Python may be named after Monty Python, but hiring a data analyst with the right Python skills is no joke. Even if they claim to be a Python expert, you need to make sure the analyst you’re considering hiring actually knows how to use it. 

While Python is a powerhouse for data manipulation, automation, and visualization, not every data analyst role requires it. If the position you need to fill does, asking the right technical Python questions is essential to finding the right fit.

In this guide, we’ll examine the Python skills that truly matter for data analysts, the best analyst interview questions to gauge real-world proficiency with data analytics tools, and red flags that might signal a candidate is all talk and no code.

By the end, you’ll have a clear strategy to confidently assess a candidate’s Python expertise without getting lost in a tangle of curly brackets and comment blocks.

Does Every Data Analyst Need Python? 

Not every data analyst needs to be a Python pro. If the role is heavily focused on Excel, SQL, or BI tools, for example, Python may not be a priority.  

But when automation, advanced analytics, or large datasets come into play, it becomes essential. The right skill set depends on the business’s needs, data complexity, and tech stack.

Hiring managers should prioritize Python skills if:

  • The role involves data engineering, automation, or machine learning integration.
  • The analyst will be working with pandas, NumPy, or other Python libraries for data processing.
  • The team relies on Python-based data pipelines.

According to the PyCharm 2024 Data Science Report, 34% of data analysts know and use Python, making it a valuable but not universal skill.
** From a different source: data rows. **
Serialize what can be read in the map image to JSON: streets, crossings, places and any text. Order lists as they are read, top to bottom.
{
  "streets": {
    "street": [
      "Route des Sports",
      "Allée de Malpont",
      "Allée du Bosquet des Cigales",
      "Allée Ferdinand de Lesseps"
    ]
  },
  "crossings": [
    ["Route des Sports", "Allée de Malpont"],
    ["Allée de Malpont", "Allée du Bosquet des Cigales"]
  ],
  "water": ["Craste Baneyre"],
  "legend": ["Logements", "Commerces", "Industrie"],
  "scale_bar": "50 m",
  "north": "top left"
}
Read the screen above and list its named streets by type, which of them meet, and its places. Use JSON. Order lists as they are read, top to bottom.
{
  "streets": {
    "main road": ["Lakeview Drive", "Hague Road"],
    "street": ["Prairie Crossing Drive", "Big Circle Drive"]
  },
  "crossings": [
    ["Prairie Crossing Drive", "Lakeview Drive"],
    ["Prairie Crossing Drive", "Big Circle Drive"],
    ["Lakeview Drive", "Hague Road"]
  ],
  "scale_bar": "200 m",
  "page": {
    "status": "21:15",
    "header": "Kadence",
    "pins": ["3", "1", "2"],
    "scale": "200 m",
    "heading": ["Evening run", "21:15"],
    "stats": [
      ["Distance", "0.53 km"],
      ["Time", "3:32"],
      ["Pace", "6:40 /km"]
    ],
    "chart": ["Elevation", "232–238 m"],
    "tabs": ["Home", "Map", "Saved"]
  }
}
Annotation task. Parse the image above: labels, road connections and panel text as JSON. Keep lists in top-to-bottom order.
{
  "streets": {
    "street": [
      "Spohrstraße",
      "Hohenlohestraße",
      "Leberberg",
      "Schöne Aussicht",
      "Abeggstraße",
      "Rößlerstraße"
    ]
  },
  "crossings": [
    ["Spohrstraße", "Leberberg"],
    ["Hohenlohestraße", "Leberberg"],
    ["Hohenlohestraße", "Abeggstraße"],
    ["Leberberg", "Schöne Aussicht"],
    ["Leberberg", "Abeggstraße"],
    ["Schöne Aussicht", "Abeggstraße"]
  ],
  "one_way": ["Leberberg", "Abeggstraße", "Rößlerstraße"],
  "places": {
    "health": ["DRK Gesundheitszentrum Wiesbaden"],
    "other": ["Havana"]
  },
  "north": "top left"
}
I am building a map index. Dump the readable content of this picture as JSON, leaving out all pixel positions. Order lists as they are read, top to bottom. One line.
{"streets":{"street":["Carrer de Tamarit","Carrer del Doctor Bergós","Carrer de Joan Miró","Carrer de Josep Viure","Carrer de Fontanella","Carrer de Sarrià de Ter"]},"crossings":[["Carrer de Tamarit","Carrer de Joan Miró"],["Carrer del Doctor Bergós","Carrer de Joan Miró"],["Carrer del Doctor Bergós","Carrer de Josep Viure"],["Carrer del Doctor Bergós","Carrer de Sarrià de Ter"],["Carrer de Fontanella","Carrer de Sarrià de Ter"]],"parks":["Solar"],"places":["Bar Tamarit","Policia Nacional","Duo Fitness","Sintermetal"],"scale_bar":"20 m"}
So, it’s important to only list Python as a requirement on a job description if it’s needed.

Which Python Skills Should a Data Analyst Have?

Hiring managers should try not to get distracted by buzzwords, as practical Python skills matter more than textbook definitions. While Python is a powerful tool for data analysts, it’s not a one-size-fits-all skill. 

The right candidate should be able to clean messy data, automate workflows, and visualize insights without overcomplicating things.

According to industry data, data analysts tend to have a mix of skills: About 50% of candidates know SQL, just over half are familiar with Excel, one-third are proficient with Power BI, and just over 30% know Python. This shows that while Python is valuable, it’s part of a broader toolkit, and other skills need to be considered alongside it. 

Let’s take a look at which skills should form the foundation of a data analyst’s Python skill set.

Data manipulation and cleaning

Python is often used to clean, structure, and analyze large datasets. Candidates should know how to handle missing values, reshape data, and use pandas and NumPy efficiently.

What to listen for: Comfort with dropna(), fillna(), and data imputation techniques.

Data visualization

A strong analyst knows that data storytelling is just as important as the numbers. Python’s matplotlib and seaborn libraries help create clear, effective charts.

What to listen for: Understanding of bar charts, histograms, scatter plots, and line charts.

Basic scripting and automation

Python makes manual, repetitive tasks a thing of the past—but only if the candidate knows how to use it for scripting and automation.

What to listen for: Experience with loops, scheduled scripts, and error handling.

SQL + python combination

Most data analysts don’t use Python in isolation. It’s often paired with SQL for database queries.

What to listen for: Familiarity with sqlite3, SQLAlchemy, or pandas.read_sql().

Understanding of data structures and performance optimization

Efficient Python code isn’t just about what works. It’s also about what scales. Candidates should understand lists, dictionaries, and tuples and know when to use each.

What to listen for: Awareness of time complexity and performance trade-offs.

One of the biggest challenges in Python is balancing flexibility with efficiency, especially when dealing with large datasets. If this is a concern for your business, it’s best to include a practical skills assessment in your candidate evaluation process.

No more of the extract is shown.